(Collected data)
━━━━━━

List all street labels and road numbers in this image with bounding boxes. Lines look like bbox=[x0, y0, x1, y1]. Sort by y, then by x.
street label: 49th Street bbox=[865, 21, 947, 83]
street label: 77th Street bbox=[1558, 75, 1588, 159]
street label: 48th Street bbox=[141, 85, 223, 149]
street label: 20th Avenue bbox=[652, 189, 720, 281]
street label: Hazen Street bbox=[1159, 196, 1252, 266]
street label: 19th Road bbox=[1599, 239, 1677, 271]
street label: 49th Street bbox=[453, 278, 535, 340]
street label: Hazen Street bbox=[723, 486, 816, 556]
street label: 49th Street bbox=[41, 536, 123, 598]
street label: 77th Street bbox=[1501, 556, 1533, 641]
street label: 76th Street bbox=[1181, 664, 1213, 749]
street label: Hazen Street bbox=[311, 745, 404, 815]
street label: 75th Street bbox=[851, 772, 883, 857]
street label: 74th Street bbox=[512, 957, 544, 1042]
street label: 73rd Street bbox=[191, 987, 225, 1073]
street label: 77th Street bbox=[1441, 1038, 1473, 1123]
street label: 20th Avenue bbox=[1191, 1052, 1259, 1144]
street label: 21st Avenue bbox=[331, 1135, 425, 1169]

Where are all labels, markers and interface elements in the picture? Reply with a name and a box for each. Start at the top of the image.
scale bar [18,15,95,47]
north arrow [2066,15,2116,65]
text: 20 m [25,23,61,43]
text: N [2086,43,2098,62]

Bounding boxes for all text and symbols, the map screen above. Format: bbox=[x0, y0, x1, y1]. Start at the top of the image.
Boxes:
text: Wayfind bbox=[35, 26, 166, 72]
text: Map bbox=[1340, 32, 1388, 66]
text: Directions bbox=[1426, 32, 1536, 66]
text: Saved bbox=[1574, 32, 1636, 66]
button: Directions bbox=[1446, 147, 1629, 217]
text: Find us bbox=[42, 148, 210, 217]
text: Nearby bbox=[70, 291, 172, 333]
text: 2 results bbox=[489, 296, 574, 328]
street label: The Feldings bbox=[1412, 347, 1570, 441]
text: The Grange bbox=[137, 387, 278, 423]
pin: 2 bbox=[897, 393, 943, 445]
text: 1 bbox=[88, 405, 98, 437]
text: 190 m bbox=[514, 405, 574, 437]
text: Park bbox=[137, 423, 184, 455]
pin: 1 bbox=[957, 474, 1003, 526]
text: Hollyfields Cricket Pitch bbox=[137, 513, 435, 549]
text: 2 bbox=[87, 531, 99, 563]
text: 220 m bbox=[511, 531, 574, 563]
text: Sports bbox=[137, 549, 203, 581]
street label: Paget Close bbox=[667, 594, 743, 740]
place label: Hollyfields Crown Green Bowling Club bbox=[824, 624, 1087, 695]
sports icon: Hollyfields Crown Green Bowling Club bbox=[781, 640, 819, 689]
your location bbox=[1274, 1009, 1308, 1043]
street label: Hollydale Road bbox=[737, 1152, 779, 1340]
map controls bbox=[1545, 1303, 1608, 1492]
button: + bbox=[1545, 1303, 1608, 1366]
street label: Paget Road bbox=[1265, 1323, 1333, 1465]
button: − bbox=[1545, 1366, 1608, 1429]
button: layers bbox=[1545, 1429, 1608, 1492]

━━━━━━

- **Exercise requirements**
The response has to contain every record shown above, unaltered and complete.

- **Task solution**
List all street labels and road numbers in this image with bounding boxes. Lines look like bbox=[x0, y0, x1, y1]. Sort by y, then by x.
street label: 49th Street bbox=[865, 21, 947, 83]
street label: 77th Street bbox=[1558, 75, 1588, 159]
street label: 48th Street bbox=[141, 85, 223, 149]
street label: 20th Avenue bbox=[652, 189, 720, 281]
street label: Hazen Street bbox=[1159, 196, 1252, 266]
street label: 19th Road bbox=[1599, 239, 1677, 271]
street label: 49th Street bbox=[453, 278, 535, 340]
street label: Hazen Street bbox=[723, 486, 816, 556]
street label: 49th Street bbox=[41, 536, 123, 598]
street label: 77th Street bbox=[1501, 556, 1533, 641]
street label: 76th Street bbox=[1181, 664, 1213, 749]
street label: Hazen Street bbox=[311, 745, 404, 815]
street label: 75th Street bbox=[851, 772, 883, 857]
street label: 74th Street bbox=[512, 957, 544, 1042]
street label: 73rd Street bbox=[191, 987, 225, 1073]
street label: 77th Street bbox=[1441, 1038, 1473, 1123]
street label: 20th Avenue bbox=[1191, 1052, 1259, 1144]
street label: 21st Avenue bbox=[331, 1135, 425, 1169]

Where are all labels, markers and interface elements in the picture? Reply with a name and a box for each. Start at the top of the image.
scale bar [18,15,95,47]
north arrow [2066,15,2116,65]
text: 20 m [25,23,61,43]
text: N [2086,43,2098,62]

Bounding boxes for all text and symbols, the map screen above. Format: bbox=[x0, y0, x1, y1]. Start at the top of the image.
Boxes:
text: Wayfind bbox=[35, 26, 166, 72]
text: Map bbox=[1340, 32, 1388, 66]
text: Directions bbox=[1426, 32, 1536, 66]
text: Saved bbox=[1574, 32, 1636, 66]
button: Directions bbox=[1446, 147, 1629, 217]
text: Find us bbox=[42, 148, 210, 217]
text: Nearby bbox=[70, 291, 172, 333]
text: 2 results bbox=[489, 296, 574, 328]
street label: The Feldings bbox=[1412, 347, 1570, 441]
text: The Grange bbox=[137, 387, 278, 423]
pin: 2 bbox=[897, 393, 943, 445]
text: 1 bbox=[88, 405, 98, 437]
text: 190 m bbox=[514, 405, 574, 437]
text: Park bbox=[137, 423, 184, 455]
pin: 1 bbox=[957, 474, 1003, 526]
text: Hollyfields Cricket Pitch bbox=[137, 513, 435, 549]
text: 2 bbox=[87, 531, 99, 563]
text: 220 m bbox=[511, 531, 574, 563]
text: Sports bbox=[137, 549, 203, 581]
street label: Paget Close bbox=[667, 594, 743, 740]
place label: Hollyfields Crown Green Bowling Club bbox=[824, 624, 1087, 695]
sports icon: Hollyfields Crown Green Bowling Club bbox=[781, 640, 819, 689]
your location bbox=[1274, 1009, 1308, 1043]
street label: Hollydale Road bbox=[737, 1152, 779, 1340]
map controls bbox=[1545, 1303, 1608, 1492]
button: + bbox=[1545, 1303, 1608, 1366]
street label: Paget Road bbox=[1265, 1323, 1333, 1465]
button: − bbox=[1545, 1366, 1608, 1429]
button: layers bbox=[1545, 1429, 1608, 1492]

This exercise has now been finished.